Parsing Lexical Database Files


  1. The Shoebox File Format
  2. Parsing the Input into Records
  3. Parsing Records into Fields
  4. Extracting the Desired Fields
    1. The Simple Case
    2. Repeated Tags
  5. Multiple-Valued Fields
  6. Variations on the Shoebox Format
  7. Band Format

The Shoebox File Format

The most widely used format for lexical databases is the Shoebox format. It is the format used by the Shoebox program, a program for working with lexical databases created by the Summer Institute of Linguistics for the use of its fieldworkers. However, the SIL has made Shoebox generally available, so many other people have used it. Furthermore, because this is a convenient format, many databases use essentially the same format even though they are not managed with the Shoebox software.

A Shoebox file consists of a set of records, each of which in practice is a block of text separated from other records by blank lines. Strictly speaking, blank lines are not necessary. A new record begins with a specified tag. Since people often edit Shoebox files directly and files without blank lines between records are very difficult (for humans) to read, in practice Shoebox files virtually always have blank lines between records.

A record consists of fields. Each field consists of two meaningful parts: a tag, which identifies the field, and a value, which is the content of the field. The tag and the value are separated by one or more space characters. Each field begins with a backslash. It is therefore possible for a field to consist of multiple lines.

Here is a fragment of a database in Shoebox format, extracted from Steve Swartz's Warlpiri lexicon:

\w jakanypa
\p nm
\d small tree or {*shrub=sp.} (Petalostylis cassiodes)
\s wariyi Flora

\w jakarlapayi-payi
\p nm
\d *gall=sp. {*insect=sp.} {within nutlike coccoon which grows on the coolibah tree}

\w jakarlarra
\p nm
\d prickly=*bush=sp.
\s nyili Flora

\w jakarn-karrimi
\p vc1i
\d to be *crack%ed, as of the ground

Each record begins with the Warlpiri headword marked by the tag w ("word"). This is followed by the part of speech, with tag p, and a definition, tagged d. Two of the records also contain a synomym field, tagged s.
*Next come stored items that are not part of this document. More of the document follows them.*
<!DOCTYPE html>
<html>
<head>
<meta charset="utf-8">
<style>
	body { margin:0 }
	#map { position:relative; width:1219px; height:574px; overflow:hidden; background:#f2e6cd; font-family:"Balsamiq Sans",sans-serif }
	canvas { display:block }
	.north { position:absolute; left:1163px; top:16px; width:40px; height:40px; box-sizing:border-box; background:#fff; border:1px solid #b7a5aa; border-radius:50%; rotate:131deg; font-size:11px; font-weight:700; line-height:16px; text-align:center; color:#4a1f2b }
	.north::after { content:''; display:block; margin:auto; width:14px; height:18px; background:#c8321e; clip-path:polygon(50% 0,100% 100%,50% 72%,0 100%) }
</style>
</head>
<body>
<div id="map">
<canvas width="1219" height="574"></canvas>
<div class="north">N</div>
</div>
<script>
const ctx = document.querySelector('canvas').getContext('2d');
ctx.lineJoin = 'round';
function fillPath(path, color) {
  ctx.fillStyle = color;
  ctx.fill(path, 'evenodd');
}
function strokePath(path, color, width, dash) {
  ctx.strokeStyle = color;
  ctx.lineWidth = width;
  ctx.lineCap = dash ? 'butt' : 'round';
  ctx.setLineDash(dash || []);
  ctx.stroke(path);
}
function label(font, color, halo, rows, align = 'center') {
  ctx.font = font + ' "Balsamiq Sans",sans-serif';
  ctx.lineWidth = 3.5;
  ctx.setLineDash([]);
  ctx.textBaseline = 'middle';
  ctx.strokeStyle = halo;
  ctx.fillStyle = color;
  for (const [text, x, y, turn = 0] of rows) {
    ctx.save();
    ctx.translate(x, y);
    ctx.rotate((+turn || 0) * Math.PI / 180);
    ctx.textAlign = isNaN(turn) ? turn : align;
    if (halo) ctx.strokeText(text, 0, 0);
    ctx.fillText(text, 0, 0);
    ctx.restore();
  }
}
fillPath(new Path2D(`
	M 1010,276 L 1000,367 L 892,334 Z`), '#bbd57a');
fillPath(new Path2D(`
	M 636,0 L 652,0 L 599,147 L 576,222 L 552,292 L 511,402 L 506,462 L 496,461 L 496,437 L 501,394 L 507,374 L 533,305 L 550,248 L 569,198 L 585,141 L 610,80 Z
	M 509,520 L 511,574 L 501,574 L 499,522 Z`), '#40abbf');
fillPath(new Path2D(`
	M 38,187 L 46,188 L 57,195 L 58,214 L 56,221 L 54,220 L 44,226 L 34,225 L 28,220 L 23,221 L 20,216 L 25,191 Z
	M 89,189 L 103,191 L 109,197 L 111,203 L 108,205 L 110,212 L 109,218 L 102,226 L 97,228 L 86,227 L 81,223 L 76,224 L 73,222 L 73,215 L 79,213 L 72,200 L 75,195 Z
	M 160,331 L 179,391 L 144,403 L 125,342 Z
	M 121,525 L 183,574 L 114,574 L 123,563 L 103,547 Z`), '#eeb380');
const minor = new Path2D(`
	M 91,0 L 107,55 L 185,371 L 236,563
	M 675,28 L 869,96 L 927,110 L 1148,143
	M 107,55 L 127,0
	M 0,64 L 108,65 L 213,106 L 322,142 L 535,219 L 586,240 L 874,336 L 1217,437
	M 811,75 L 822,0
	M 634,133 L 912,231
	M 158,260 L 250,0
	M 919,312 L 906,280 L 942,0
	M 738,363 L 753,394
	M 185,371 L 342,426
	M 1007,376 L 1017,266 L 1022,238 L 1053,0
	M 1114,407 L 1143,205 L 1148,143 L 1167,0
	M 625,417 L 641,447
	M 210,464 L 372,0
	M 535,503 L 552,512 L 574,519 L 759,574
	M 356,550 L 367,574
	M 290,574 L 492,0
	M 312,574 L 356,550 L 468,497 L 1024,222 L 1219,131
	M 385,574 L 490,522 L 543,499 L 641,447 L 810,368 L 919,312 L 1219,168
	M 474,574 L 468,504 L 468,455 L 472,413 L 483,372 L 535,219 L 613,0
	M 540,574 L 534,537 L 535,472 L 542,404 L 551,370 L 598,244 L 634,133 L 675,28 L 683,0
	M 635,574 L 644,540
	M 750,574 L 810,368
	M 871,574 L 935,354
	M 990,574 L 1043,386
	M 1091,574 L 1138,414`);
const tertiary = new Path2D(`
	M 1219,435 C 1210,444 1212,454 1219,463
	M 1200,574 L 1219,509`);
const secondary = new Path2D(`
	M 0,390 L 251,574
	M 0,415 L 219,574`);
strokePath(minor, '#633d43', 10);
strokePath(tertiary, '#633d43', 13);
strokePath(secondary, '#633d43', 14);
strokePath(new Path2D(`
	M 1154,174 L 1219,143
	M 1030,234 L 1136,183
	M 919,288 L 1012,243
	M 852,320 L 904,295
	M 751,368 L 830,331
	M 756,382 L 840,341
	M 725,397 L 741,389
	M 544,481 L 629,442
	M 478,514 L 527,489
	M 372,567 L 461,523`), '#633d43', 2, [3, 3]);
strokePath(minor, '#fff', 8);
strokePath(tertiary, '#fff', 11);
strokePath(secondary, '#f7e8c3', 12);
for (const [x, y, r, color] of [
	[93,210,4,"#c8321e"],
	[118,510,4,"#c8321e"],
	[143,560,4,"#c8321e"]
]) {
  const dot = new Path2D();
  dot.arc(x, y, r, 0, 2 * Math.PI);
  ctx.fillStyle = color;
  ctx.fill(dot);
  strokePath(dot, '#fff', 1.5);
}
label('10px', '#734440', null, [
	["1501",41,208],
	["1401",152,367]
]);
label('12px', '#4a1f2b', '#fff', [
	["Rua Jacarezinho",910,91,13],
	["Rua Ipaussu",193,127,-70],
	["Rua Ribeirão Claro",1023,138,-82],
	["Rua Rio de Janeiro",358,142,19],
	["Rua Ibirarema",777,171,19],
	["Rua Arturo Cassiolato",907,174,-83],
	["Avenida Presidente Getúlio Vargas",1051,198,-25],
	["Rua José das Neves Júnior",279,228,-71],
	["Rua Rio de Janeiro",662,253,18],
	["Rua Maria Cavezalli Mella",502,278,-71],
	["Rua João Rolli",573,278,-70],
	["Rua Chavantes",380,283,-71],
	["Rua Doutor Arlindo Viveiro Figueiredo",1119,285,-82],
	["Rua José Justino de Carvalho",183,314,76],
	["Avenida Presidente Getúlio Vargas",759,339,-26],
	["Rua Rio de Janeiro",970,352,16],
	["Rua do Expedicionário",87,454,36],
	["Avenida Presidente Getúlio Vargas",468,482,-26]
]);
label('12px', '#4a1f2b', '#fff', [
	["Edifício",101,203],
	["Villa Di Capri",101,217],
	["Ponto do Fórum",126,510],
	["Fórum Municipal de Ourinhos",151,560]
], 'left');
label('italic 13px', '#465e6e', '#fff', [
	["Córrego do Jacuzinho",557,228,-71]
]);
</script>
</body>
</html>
Shoebox format does not require tags to consist of a single character, and it does not require fields to be ordered in a consistent way. The choice of tags, furthermore, is up to the user. Depending on the language and the nature of the information about it, different tags will be required. Some databases make use of only a few different tags; others make use of over a hundred.

For the time being, we will discuss files in Shoebox format as narrowly defined. See below for discussion of variations on Shoebox format. However, there is one aspect of the original Shoebox format that is, from our point of view, a very bad choice. This is the use of backslash as the character that marks the beginning of a field. Backslash has a special meaning as a quote character in numerous Unix tools. This means that when we want to use a literal backslash, it is necessary to escape it. Since backslash has a special meaning to multiple Unix tools, we find ourselves having to worry about backslash repeatedly. Moreover, several levels of escape may be necessary, when, for example, a shell script contains an AWK script. Overall, it is a major pain in the neck to deal with backslash. Almost any other character would be less trouble.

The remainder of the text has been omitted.